Yahoo! Labs

  • Download Dataset

  • You must have a Yahoo! account, register with the competition and complete a data sharing agreement before you can download the data.


The datasets come from web search ranking and are of a subset of what Yahoo! uses to train its ranking function. They consist of features vectors extracted from query-urls pairs along with relevance judgments. The relevance judgments can take 5 different values from 0 (irrelevant) to 4 (perfectly relevant). The queries, urls and features descriptions are not disclosed, only the feature values. There are two datasets for this challenge, each corresponding to a different country: a large one (labeled set1) and a small one (labeled set2). Both datasets are related, but also different to some extent. Each dataset is divided into 3 sets: training, validation, and test.
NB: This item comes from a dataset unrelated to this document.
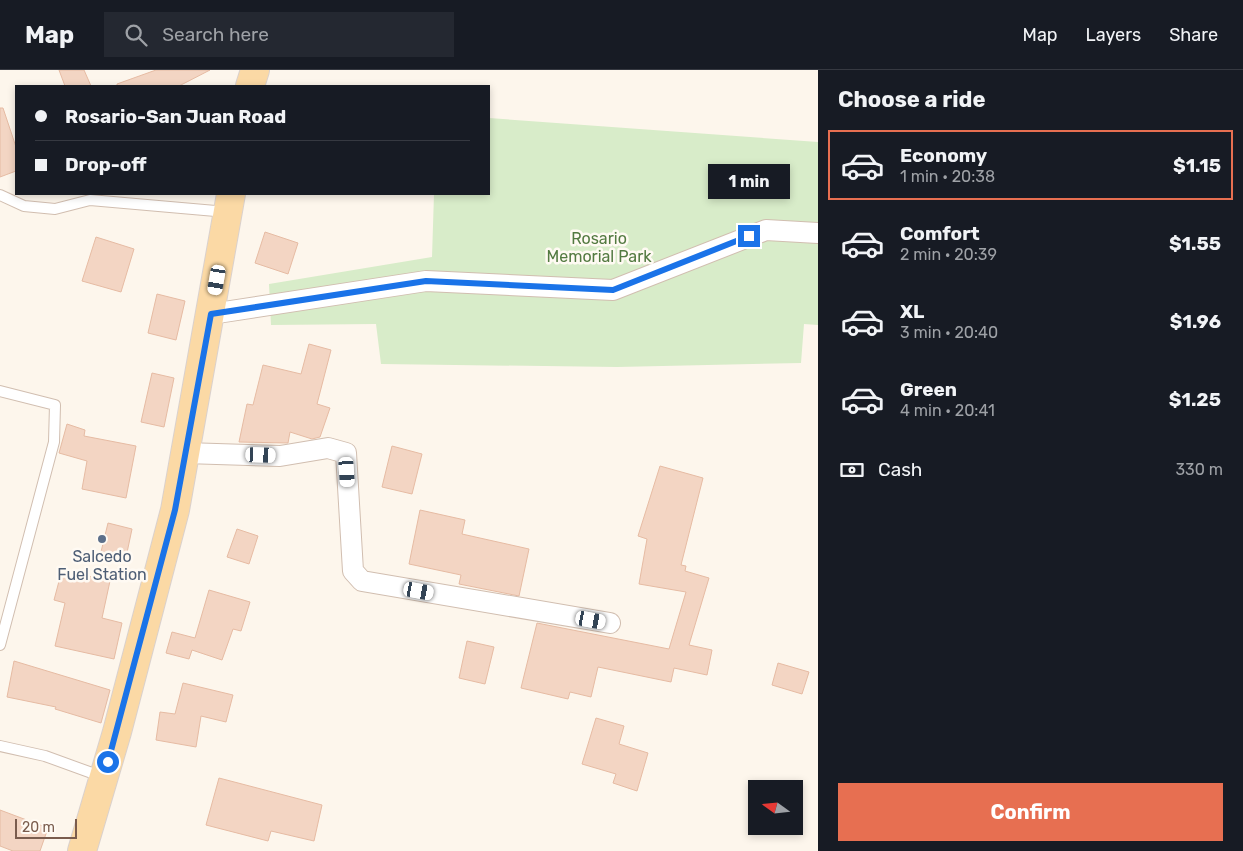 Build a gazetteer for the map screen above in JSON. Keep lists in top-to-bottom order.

The statistics for the various sets are as follows:

  Set 1 Set 2
  Train Val Test Train Val Test
# queries 19,944 2,994 6,983 1,266 1,266 3,798
# urls 473,134 71,083 165,660 34,815 34,881 103,174
# features 519 596

There are 700 features in total. Some of them are defined in set1 or set2 only, while some others are defined in both sets. When a feature is undefined for a set, its value is 0. All the features have been normalized to be in the [0,1] range.

Relevance labels on the validation and test sets are hidden and replaced by -1.


The format for each of the 6 files is the same as the one used in SVMLight

<line> .=. <relevance> qid:<qid> <feature>:<value> ... <feature>:<value> 
<relevance> .=. <integer>
<qid> .=. <positive integer>
<feature> .=. <positive integer>
<value> .=. <float>